**What you should do**
Write out all of the records, keeping each one exactly as written.

**Data shown**
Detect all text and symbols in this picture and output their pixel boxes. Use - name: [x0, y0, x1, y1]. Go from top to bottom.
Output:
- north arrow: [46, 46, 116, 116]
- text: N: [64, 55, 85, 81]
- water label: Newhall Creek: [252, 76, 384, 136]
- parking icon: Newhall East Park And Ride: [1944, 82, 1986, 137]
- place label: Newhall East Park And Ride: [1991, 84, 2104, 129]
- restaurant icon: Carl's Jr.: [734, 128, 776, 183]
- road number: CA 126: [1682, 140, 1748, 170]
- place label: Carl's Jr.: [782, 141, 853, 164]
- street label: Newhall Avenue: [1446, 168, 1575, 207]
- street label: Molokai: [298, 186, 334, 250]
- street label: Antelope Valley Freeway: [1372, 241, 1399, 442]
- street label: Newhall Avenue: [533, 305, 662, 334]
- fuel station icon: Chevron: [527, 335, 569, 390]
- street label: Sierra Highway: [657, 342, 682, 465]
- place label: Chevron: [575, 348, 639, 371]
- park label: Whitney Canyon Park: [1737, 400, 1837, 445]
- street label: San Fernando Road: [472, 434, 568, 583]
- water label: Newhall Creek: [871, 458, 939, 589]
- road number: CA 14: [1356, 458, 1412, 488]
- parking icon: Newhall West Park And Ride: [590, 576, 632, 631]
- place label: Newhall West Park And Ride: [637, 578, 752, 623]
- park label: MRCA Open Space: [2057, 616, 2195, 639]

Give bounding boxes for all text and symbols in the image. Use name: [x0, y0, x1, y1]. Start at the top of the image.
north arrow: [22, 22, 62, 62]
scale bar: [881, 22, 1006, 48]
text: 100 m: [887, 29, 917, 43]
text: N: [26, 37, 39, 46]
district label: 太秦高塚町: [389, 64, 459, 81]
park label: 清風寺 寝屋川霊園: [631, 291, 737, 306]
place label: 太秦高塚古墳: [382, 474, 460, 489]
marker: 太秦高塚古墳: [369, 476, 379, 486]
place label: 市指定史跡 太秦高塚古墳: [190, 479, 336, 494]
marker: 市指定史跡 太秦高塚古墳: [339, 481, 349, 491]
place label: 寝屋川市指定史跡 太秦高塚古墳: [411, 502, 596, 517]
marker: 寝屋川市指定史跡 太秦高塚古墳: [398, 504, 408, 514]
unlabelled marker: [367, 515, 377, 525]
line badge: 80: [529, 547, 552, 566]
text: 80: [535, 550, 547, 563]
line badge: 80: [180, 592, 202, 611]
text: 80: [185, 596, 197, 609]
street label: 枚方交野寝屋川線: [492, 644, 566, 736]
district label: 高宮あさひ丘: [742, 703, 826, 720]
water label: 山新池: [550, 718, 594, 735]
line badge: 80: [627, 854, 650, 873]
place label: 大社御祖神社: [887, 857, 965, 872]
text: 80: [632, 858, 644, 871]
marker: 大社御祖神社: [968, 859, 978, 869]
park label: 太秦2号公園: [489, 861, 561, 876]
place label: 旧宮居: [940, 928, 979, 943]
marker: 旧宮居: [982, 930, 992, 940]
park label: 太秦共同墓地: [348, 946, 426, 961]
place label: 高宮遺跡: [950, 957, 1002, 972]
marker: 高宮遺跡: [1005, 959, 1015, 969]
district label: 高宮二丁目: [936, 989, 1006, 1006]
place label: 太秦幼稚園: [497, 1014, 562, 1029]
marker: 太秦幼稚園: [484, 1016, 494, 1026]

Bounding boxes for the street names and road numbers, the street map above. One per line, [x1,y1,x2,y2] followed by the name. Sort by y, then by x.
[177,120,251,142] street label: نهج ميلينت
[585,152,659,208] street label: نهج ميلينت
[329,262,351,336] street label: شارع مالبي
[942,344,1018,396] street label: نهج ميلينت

**Answer area**
Detect all text and symbols in this picture and output their pixel boxes. Use - name: [x0, y0, x1, y1]. Go from top to bottom.
Output:
- north arrow: [46, 46, 116, 116]
- text: N: [64, 55, 85, 81]
- water label: Newhall Creek: [252, 76, 384, 136]
- parking icon: Newhall East Park And Ride: [1944, 82, 1986, 137]
- place label: Newhall East Park And Ride: [1991, 84, 2104, 129]
- restaurant icon: Carl's Jr.: [734, 128, 776, 183]
- road number: CA 126: [1682, 140, 1748, 170]
- place label: Carl's Jr.: [782, 141, 853, 164]
- street label: Newhall Avenue: [1446, 168, 1575, 207]
- street label: Molokai: [298, 186, 334, 250]
- street label: Antelope Valley Freeway: [1372, 241, 1399, 442]
- street label: Newhall Avenue: [533, 305, 662, 334]
- fuel station icon: Chevron: [527, 335, 569, 390]
- street label: Sierra Highway: [657, 342, 682, 465]
- place label: Chevron: [575, 348, 639, 371]
- park label: Whitney Canyon Park: [1737, 400, 1837, 445]
- street label: San Fernando Road: [472, 434, 568, 583]
- water label: Newhall Creek: [871, 458, 939, 589]
- road number: CA 14: [1356, 458, 1412, 488]
- parking icon: Newhall West Park And Ride: [590, 576, 632, 631]
- place label: Newhall West Park And Ride: [637, 578, 752, 623]
- park label: MRCA Open Space: [2057, 616, 2195, 639]

Give bounding boxes for all text and symbols in the image. Use name: [x0, y0, x1, y1]. Start at the top of the image.
north arrow: [22, 22, 62, 62]
scale bar: [881, 22, 1006, 48]
text: 100 m: [887, 29, 917, 43]
text: N: [26, 37, 39, 46]
district label: 太秦高塚町: [389, 64, 459, 81]
park label: 清風寺 寝屋川霊園: [631, 291, 737, 306]
place label: 太秦高塚古墳: [382, 474, 460, 489]
marker: 太秦高塚古墳: [369, 476, 379, 486]
place label: 市指定史跡 太秦高塚古墳: [190, 479, 336, 494]
marker: 市指定史跡 太秦高塚古墳: [339, 481, 349, 491]
place label: 寝屋川市指定史跡 太秦高塚古墳: [411, 502, 596, 517]
marker: 寝屋川市指定史跡 太秦高塚古墳: [398, 504, 408, 514]
unlabelled marker: [367, 515, 377, 525]
line badge: 80: [529, 547, 552, 566]
text: 80: [535, 550, 547, 563]
line badge: 80: [180, 592, 202, 611]
text: 80: [185, 596, 197, 609]
street label: 枚方交野寝屋川線: [492, 644, 566, 736]
district label: 高宮あさひ丘: [742, 703, 826, 720]
water label: 山新池: [550, 718, 594, 735]
line badge: 80: [627, 854, 650, 873]
place label: 大社御祖神社: [887, 857, 965, 872]
text: 80: [632, 858, 644, 871]
marker: 大社御祖神社: [968, 859, 978, 869]
park label: 太秦2号公園: [489, 861, 561, 876]
place label: 旧宮居: [940, 928, 979, 943]
marker: 旧宮居: [982, 930, 992, 940]
park label: 太秦共同墓地: [348, 946, 426, 961]
place label: 高宮遺跡: [950, 957, 1002, 972]
marker: 高宮遺跡: [1005, 959, 1015, 969]
district label: 高宮二丁目: [936, 989, 1006, 1006]
place label: 太秦幼稚園: [497, 1014, 562, 1029]
marker: 太秦幼稚園: [484, 1016, 494, 1026]

Bounding boxes for the street names and road numbers, the street map above. One per line, [x1,y1,x2,y2] followed by the name. Sort by y, then by x.
[177,120,251,142] street label: نهج ميلينت
[585,152,659,208] street label: نهج ميلينت
[329,262,351,336] street label: شارع مالبي
[942,344,1018,396] street label: نهج ميلينت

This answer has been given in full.